# The problem
Pull every line containing "direction" out of the listing below.

# Input material
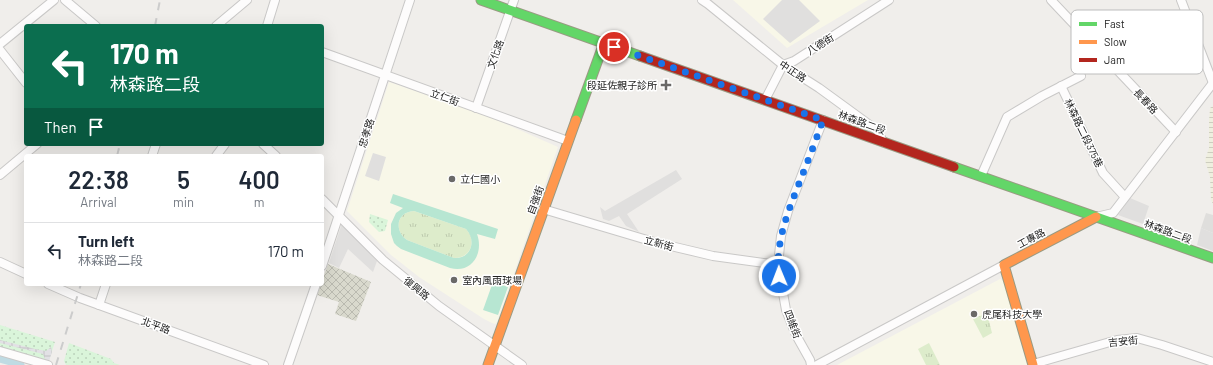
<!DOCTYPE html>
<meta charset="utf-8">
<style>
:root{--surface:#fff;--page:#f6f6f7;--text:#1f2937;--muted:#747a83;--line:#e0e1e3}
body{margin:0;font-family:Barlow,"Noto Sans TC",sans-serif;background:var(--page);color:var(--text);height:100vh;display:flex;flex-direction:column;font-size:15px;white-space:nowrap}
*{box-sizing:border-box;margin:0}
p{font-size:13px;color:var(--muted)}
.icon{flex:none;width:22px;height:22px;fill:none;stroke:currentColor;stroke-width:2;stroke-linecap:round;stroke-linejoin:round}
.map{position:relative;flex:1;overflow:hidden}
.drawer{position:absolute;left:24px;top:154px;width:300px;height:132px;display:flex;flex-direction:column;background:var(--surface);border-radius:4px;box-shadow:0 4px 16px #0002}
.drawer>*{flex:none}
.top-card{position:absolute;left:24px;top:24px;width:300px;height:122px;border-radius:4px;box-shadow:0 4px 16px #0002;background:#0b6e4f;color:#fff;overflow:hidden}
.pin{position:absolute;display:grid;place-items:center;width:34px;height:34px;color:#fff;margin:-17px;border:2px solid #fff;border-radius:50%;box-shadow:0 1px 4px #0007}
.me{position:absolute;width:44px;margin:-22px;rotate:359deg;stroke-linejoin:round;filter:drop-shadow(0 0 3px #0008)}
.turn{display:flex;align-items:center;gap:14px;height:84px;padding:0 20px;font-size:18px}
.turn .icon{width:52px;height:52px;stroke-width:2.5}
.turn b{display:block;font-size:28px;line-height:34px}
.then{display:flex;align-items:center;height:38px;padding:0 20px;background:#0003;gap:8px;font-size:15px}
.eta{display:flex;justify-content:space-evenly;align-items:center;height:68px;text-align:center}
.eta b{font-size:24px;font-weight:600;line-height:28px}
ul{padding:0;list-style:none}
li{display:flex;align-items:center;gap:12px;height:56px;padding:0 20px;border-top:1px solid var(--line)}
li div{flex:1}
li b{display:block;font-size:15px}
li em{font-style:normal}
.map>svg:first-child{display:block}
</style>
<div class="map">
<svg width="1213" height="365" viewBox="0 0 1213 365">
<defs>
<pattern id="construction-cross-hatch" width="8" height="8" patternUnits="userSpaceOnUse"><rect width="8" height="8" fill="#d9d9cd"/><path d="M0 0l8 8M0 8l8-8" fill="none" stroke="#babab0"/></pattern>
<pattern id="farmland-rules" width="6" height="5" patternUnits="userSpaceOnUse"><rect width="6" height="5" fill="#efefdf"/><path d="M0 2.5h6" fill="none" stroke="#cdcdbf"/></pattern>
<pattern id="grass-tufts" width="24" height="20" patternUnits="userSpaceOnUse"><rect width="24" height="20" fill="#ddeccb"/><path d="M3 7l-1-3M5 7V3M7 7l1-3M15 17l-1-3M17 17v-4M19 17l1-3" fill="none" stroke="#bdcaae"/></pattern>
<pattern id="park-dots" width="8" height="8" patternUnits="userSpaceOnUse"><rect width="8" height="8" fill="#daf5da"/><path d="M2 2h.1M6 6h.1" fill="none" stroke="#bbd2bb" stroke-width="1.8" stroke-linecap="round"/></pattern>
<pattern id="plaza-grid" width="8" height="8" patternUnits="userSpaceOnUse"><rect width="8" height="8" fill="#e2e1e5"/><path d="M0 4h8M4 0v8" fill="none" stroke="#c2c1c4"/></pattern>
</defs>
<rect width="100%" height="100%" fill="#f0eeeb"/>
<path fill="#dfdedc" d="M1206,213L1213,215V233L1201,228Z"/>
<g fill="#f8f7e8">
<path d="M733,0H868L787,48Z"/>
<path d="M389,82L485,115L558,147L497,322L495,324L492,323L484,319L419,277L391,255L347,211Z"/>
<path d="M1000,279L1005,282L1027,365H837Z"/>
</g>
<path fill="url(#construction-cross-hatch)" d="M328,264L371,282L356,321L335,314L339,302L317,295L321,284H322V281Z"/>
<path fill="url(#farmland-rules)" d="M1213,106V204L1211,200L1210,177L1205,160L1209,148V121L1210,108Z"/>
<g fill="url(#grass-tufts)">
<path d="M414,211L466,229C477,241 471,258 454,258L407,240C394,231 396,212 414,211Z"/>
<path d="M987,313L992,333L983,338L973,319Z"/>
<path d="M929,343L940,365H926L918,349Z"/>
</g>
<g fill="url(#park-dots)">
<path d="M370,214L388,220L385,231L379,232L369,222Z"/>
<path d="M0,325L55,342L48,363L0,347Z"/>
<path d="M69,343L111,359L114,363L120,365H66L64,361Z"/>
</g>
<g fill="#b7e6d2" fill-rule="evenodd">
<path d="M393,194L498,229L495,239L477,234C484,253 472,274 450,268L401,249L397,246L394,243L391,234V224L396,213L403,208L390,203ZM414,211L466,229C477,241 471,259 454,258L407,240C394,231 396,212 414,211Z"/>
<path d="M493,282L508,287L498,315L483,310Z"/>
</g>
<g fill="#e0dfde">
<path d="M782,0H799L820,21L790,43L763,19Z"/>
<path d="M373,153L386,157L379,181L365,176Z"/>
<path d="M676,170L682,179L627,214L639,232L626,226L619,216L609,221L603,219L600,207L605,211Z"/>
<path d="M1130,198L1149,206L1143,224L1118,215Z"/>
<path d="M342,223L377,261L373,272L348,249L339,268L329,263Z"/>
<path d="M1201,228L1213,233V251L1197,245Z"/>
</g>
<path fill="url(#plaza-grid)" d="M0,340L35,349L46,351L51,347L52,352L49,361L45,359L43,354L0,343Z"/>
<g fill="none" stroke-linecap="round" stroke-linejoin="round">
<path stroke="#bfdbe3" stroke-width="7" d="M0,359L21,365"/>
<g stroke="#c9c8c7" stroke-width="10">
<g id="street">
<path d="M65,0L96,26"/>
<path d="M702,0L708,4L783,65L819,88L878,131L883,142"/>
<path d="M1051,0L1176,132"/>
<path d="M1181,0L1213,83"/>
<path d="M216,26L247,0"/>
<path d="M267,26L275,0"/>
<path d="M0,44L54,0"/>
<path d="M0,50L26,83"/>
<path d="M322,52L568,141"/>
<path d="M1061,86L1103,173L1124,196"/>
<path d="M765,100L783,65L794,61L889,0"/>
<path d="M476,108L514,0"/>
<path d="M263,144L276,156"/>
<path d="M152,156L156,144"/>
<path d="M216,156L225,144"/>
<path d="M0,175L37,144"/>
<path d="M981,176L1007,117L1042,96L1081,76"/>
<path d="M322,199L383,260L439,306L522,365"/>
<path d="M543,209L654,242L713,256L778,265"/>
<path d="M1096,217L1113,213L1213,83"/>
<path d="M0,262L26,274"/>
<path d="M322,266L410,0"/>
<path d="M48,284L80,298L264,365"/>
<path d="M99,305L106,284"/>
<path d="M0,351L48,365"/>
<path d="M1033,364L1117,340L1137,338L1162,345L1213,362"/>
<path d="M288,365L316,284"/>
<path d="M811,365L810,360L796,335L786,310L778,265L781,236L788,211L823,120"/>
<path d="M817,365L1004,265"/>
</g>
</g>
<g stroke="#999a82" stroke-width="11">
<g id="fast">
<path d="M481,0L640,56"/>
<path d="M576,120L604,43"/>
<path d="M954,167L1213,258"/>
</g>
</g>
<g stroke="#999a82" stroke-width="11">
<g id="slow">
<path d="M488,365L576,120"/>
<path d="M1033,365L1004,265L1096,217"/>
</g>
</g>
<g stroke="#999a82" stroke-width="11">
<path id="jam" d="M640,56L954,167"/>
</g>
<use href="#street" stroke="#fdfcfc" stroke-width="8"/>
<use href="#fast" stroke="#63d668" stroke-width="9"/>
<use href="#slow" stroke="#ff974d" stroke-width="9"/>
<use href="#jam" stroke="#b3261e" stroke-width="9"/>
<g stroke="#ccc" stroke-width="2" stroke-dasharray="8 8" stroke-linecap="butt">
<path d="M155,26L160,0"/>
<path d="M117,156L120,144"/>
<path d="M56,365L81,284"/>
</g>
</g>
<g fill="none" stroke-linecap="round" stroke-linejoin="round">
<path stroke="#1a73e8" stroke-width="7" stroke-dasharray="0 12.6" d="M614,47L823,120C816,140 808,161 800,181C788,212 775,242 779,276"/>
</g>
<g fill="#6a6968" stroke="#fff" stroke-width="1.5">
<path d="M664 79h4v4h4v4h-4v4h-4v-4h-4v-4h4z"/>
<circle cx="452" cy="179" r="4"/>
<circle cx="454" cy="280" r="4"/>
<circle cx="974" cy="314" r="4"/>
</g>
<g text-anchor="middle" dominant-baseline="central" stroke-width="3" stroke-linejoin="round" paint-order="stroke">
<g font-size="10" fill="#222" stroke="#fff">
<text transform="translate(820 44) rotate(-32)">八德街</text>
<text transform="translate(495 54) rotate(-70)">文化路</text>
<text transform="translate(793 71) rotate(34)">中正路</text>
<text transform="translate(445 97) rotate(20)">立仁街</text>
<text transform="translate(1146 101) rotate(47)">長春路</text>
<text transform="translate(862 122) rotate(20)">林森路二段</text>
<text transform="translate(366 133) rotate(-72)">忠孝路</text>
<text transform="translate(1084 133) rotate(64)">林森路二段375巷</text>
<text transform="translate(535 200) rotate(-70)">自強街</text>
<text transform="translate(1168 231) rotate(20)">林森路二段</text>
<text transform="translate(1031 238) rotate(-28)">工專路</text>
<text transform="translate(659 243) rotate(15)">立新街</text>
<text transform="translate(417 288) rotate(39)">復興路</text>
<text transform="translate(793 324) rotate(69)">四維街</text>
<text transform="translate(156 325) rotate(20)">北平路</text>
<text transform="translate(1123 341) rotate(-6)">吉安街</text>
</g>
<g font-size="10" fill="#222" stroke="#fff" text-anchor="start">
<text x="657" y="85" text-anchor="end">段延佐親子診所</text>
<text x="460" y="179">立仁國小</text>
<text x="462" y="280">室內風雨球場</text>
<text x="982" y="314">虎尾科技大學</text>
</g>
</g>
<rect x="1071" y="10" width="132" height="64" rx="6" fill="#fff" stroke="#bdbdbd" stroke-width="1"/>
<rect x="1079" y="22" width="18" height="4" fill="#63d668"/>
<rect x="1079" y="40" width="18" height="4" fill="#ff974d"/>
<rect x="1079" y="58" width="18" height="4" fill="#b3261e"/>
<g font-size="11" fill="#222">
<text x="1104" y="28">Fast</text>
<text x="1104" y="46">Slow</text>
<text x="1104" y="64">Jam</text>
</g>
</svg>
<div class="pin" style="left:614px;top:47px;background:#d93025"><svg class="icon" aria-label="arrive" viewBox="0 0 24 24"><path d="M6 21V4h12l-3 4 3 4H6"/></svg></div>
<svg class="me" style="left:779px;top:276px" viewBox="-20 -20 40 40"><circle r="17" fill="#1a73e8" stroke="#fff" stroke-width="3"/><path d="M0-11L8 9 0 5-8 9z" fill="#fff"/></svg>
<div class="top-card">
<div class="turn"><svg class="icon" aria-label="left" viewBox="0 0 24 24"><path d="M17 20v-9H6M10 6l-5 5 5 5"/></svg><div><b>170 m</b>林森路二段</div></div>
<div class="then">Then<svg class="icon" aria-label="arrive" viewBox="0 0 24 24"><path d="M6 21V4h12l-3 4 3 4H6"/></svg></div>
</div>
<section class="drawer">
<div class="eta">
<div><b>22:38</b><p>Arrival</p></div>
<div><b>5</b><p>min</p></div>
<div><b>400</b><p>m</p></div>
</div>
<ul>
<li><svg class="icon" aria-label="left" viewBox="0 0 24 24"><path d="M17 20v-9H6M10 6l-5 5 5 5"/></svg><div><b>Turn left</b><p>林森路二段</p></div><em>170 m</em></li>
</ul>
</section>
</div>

# Response to the task
body{margin:0;font-family:Barlow,"Noto Sans TC",sans-serif;background:var(--page);color:var(--text);height:100vh;display:flex;flex-direction:column;font-size:15px;white-space:nowrap}
.drawer{position:absolute;left:24px;top:154px;width:300px;height:132px;display:flex;flex-direction:column;background:var(--surface);border-radius:4px;box-shadow:0 4px 16px #0002}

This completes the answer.